Buffalo Biodiesel has been posting on its Facebook and Twitter pages every time one of its drivers reports an oil theft. The company also tags the local police department, local district attorney’s office, and New York State Attorney General’s Office in the post to try and gain their attention, said Majumdar.

These are just some of the recent Capital Region cooking oil thefts reported on the Buffalo Biodiesel social media pages:

  • Testo’s Restaurant in Troy, September 17
  • Bamboo Restaurant in Guilderland, October 5
  • West Avenue Pizzeria in Saratoga Springs, November 14
  • Szechuan Empire in Ravena, November 14
  • Trackside Pizza in Ravena, November 14
  • Ravena Pizza in Ravena, November 14
  • Marco’s Diner and Restaurant in Ravena, November 14
  • Friendly Pizza & Deli in Selkirk, November 14
  • Illusive Restaurant and Bar in Rensselaer, November 12
  • Ipek’s La Bella Pizza in East Greenbush, November 12
  • Elia’s Pizza in East Greenbush, November 12
  • Mercato’s Restaurant & Pizzeria in Castleton-on-Hudson, November 12
  • Star 1 Market in Albany, November 11
  • Sun Fai Chinese Restaurant in Menands, November 11
  • Miami Market in Albany, November 11
  • Chicken Joes in Albany, November 11
  • Brasserie Benelux in Saratoga Springs, November 11

Albany County Sheriff Craig Apple said his office hasn’t had to deal with any instances of cooking oil thefts and many times they happen in Colonie. If his deputies catch anyone stealing used cooking oil, said Apple, they will be arrested. He said thieves have been stealing lots of things including mowers, trailers, and cooking oil because they believe nothing will happen to them.

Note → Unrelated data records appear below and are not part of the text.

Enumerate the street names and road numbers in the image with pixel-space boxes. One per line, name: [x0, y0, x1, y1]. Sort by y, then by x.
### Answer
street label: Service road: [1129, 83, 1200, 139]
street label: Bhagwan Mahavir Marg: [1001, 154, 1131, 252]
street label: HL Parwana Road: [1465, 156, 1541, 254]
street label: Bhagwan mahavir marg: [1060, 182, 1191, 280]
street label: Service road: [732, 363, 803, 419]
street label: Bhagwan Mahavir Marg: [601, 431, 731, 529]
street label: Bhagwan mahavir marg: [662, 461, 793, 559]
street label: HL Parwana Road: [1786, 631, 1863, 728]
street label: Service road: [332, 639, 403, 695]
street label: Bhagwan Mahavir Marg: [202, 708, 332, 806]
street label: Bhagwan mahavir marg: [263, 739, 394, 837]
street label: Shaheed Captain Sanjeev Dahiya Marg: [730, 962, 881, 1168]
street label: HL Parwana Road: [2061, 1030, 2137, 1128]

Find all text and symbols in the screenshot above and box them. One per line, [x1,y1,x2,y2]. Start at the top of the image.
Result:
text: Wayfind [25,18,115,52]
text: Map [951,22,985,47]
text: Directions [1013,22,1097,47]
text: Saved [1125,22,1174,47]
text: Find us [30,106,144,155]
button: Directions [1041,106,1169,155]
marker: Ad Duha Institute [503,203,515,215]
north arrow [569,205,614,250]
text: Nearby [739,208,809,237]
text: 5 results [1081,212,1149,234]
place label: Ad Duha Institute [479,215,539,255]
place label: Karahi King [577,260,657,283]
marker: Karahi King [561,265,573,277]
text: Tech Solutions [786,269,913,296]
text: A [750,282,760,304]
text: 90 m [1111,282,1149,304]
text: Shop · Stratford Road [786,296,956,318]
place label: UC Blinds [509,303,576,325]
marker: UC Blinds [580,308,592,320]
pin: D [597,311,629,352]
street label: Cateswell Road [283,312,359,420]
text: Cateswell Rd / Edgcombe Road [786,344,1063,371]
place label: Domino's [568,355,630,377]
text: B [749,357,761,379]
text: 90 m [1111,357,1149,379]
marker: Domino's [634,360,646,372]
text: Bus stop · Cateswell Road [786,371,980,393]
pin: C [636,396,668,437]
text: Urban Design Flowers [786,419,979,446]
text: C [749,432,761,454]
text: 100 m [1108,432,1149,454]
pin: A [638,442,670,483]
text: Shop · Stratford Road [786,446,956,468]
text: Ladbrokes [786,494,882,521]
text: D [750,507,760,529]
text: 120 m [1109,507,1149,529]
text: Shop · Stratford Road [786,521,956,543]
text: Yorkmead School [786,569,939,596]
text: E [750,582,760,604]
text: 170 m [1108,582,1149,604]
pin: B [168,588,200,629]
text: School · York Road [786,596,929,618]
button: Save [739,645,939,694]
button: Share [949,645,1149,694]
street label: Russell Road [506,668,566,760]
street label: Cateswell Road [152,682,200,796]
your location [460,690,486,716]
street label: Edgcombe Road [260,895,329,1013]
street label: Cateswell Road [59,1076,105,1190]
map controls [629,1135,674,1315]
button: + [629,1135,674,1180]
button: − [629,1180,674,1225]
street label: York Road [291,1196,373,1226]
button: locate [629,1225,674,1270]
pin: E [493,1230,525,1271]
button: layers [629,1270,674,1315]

In regards to cooking oil thefts, the Albany Police Department said, “We’ve had several reported incidents in the City of Albany which remain under investigation. Anyone with information is always urged to call our detectives.”

NEWS10 also reached out to the New York State Attorney General’s Office, which did not give us a comment but instead referred us to the local District Attorney’s Office.

“As far as prevention goes, that’s a front-end issue for police departments,” said the Albany County District Attorney’s Office. “I’m not familiar with any repeat offenders that have been prosecuted.”

There are indoor used cooking grease tanks that many fast-food restaurants use, said Skinner, which would help prevent thefts. However, these tanks cost around $6,000 and many local restaurants can’t afford them.

“Needless to say, this is an ongoing issue that we are attempting to monitor and investigate,” said Belles. “There is no clear solution for business owners, aside from attempting to secure these collection containers in a better way and to have near-constant monitoring of their cameras.”

“It’s frustrating,” said Scavio. “How many times are we going be a victim before we take the law into our own hands?”